What, exactly, happened to Simone's dad? That's one of the mysteries that "Mrs. Davis" leaves dangling until near the end of the show's run. Throughout the first six episodes, we gather that he died (allegedly) on stage in front of Simone doing a magic trick approximately three years ago. In "Allison Treasures: A Southern California Story," we find out what the magic trick was (though we don't yet know if that's what really killed him). The Lazarus Shroud was a stunt that Celeste feared Monty couldn't execute on his own. But since Mrs. Davis effectively made magicians obsolete by being able to explain their illusions to her users, he's eager to prove his estranged wife and the AI wrong.

The Lazarus Shroud involves Monty putting on what looks like a steampunk deep-sea diving suit and submerging himself in a vat of acid, from which (if he's successful) he'll miraculously escape.
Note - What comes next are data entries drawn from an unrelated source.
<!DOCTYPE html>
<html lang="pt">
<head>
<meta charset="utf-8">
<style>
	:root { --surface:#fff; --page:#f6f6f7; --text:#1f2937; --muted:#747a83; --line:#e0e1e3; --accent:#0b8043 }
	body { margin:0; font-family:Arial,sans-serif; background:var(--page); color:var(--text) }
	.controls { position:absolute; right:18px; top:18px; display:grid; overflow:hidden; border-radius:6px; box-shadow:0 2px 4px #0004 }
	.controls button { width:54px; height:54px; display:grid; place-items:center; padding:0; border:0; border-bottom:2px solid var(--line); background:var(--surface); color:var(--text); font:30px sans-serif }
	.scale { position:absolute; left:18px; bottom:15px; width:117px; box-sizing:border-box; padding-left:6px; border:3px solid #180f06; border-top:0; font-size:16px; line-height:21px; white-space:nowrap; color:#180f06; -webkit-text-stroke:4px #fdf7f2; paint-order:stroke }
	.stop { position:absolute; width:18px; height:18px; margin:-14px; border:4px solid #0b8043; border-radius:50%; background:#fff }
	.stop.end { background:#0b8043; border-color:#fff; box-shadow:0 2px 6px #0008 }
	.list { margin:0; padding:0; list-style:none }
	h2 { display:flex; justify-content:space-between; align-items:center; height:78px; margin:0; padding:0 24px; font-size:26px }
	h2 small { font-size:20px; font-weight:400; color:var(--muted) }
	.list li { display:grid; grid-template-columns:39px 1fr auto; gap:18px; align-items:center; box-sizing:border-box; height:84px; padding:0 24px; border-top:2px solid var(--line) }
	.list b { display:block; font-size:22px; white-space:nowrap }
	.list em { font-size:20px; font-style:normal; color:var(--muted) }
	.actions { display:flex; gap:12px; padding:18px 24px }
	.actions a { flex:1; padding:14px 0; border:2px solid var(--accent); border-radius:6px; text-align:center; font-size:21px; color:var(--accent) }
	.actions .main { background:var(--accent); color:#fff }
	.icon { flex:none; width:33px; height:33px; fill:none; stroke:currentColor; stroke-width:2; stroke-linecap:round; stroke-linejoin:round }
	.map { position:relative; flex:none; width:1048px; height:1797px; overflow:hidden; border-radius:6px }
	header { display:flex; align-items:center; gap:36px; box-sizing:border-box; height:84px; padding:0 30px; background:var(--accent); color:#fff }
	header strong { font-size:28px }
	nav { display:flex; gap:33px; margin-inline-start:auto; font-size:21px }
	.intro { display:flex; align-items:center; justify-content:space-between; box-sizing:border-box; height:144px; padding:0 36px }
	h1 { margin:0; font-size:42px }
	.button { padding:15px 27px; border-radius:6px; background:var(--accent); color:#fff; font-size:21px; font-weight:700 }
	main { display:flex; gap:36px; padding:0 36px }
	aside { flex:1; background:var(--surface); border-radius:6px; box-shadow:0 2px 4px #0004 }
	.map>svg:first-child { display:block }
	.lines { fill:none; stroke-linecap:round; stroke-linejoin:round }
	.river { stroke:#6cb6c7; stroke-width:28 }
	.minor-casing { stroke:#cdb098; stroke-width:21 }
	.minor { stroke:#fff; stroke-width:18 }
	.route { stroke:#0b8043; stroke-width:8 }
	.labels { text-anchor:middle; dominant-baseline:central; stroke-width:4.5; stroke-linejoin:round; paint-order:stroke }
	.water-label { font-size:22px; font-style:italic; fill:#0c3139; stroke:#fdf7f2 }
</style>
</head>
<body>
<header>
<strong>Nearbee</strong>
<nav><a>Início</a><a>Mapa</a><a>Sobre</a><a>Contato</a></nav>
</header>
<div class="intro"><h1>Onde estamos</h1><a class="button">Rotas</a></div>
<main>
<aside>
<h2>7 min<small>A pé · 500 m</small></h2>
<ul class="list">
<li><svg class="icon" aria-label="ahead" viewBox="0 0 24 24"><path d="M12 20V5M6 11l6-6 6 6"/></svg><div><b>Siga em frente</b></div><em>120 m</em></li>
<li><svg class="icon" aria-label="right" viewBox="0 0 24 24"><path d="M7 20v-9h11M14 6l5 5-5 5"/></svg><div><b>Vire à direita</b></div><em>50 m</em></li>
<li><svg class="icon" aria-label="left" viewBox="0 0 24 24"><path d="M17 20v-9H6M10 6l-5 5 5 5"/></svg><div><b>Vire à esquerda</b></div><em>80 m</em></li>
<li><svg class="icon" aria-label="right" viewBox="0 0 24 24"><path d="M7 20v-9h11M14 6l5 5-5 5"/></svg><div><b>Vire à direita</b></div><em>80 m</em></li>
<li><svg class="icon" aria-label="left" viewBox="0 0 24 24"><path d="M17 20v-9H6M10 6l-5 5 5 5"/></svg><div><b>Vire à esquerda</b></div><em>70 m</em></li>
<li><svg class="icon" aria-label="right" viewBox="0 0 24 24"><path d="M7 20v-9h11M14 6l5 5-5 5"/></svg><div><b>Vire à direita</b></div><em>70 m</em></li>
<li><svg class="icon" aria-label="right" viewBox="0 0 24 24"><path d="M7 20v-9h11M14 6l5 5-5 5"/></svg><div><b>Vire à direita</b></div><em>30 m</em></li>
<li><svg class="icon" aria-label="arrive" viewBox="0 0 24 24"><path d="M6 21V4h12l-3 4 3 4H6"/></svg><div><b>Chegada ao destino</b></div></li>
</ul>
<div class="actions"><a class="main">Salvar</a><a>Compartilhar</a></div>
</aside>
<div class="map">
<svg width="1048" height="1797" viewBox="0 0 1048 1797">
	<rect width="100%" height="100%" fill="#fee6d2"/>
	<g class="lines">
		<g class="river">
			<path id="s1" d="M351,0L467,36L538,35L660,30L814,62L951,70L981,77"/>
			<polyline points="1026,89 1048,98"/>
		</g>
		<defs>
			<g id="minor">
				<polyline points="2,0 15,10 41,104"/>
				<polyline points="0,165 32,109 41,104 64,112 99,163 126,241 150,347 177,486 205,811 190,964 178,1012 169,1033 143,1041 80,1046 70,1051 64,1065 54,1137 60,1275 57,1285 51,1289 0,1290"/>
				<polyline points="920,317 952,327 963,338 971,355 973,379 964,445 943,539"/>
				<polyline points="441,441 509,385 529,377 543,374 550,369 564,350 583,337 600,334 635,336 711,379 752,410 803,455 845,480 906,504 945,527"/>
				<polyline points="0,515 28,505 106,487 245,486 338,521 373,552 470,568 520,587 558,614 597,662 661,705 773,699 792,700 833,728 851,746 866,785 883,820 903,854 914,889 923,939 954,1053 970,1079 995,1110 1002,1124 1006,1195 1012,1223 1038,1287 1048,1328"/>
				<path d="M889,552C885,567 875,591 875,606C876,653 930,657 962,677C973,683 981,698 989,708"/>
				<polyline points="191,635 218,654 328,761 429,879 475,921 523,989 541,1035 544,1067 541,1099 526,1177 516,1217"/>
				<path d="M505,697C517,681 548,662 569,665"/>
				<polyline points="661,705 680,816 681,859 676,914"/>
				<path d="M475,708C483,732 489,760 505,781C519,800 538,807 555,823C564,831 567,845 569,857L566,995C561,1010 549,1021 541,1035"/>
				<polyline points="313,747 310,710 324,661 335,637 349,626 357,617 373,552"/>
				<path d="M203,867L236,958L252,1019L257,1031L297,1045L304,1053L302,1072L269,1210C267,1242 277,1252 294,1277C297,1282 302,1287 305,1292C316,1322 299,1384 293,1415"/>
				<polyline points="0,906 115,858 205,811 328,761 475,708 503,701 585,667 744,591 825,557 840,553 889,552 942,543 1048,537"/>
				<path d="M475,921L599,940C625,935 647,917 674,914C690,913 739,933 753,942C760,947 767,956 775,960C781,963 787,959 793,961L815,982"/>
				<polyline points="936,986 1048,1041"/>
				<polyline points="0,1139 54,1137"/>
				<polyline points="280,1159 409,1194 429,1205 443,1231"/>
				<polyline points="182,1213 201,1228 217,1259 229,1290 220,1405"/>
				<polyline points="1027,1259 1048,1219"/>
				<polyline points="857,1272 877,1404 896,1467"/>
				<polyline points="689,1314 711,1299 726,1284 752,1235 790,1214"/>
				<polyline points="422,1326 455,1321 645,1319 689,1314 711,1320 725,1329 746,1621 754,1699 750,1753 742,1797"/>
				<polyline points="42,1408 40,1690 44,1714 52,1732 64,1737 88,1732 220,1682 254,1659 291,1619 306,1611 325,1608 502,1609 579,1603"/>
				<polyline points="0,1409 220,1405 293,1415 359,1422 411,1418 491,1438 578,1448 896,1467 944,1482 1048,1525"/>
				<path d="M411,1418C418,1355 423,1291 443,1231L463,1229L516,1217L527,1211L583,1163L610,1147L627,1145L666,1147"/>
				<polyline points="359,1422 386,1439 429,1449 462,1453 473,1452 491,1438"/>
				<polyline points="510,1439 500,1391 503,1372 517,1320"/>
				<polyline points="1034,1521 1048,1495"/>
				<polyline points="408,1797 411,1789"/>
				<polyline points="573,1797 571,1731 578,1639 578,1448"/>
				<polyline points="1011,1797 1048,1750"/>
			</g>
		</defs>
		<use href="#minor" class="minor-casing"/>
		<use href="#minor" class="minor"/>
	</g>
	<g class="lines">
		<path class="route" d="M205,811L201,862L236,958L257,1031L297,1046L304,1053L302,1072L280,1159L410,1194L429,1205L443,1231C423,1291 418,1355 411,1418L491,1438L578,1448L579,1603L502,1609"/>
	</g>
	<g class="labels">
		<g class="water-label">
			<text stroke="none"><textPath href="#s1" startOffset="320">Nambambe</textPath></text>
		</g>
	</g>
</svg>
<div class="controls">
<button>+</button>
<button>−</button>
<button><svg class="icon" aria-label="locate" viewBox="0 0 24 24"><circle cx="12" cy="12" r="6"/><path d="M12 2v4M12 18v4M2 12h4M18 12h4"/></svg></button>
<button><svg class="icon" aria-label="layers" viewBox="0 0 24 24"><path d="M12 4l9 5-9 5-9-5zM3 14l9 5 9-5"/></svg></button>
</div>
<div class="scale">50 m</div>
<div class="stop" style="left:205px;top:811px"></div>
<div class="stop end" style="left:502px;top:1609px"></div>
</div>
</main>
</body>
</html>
As far as Simone knows, the performance goes disastrously wrong. Monty's tether disconnects, leaving open a vent and filling the suit with acid. By the time help finally arrives, Monty's liquified innards spill out in front of a live studio audience. It's so gross, even people who watched at home lost their lunch. As graphic a show as "Mrs. Davis" is, Monty's (alleged) death was apparently too graphic to depict in live-action. The worst of it has been animated as part of a conspiracy theorist-type video that Celeste shows Simone and Wiley in her secret back office.

Mother Mary

Just when you thought "Mrs. Davis" couldn't get any more audacious with its interpretation of Catholic scripture, Simone gets herself eaten by a whale and ends up meeting her mother-in-law, the Virgin Mary (Shohreh Aghdashloo), all while wearing a green goo-covered diving suit. But that's not all, and that's not remotely the most borderline heretical part. By this point in the show, the audience has been taught to expect outrageousness that walks the line between the blasphemous and the actually pretty biblically informed. Though it's never made explicit, Mary is "the boss" in Simone's world ... the one behind the door at the falafel shop.

What's more, the Holy Grail isn't just a cup from which Jesus drank or a bowl that collected his blood, as it's commonly imagined to be. It's the top of his skull, preserved with pitch and amber, and made magical. Mary explains to Simone that because of her selfish actions, Jesus is caught between life and death. He's a living baby in her arms and a corpse covered up by a sheet on a table. There's Schrodinger's cat (which is another thing "Mrs. Davis" makes literal), and then there's Schrodinger's Jesus, alive and not and in two places at once. Alas, Simone only gets a few minutes to visit with Mary, Mother of (and also) God before the whale regurgitates her onto a beach.

Buffalo Wild Wings

The finale cold-opens with a pitch meeting. A slightly nervous young woman (Ashley Romans) is making the case for the software she's invented for a company. With her pitch, she acknowledges that the company isn't a world-changing business, but that doesn't mean it can't change the world. Even if "Mrs. Davis" wasn't as bonkers as it is, audiences could probably guess that this corporate meeting is the origin story for "Mrs. Davis." The young coder is enthusiastic and altruistic about her code, which she says uses ethical practices to incentivize humans to do the type of good for one another they wouldn't do on their own. For a second, the audience might be lured into thinking that Mrs. Davis is actually benevolent ... until we're told it's a beta app for Buffalo Wild Wings.

That's right. The AI that took over the world was a rejected pitch for a fast-casual chain's smartphone application. The clues were there for anyone who wanted to see them. The golden wings are, Simone realizes, literal. The expiration date tattoos are bar codes. The word "Wings" is visible in the background of the pitch meeting. And as Joy, the coder, explains, Mrs. Davis sent Simone on her quest — a quest that resulted in the death of Jesus Christ — because page one of the Buffalo Wild Wings employee handbook stated that 100% customer satisfaction was their Holy Grail. This final reveal is, as Simone puts it, so dumb, but it's a stroke of absurd genius by the show's brilliant creators and writers.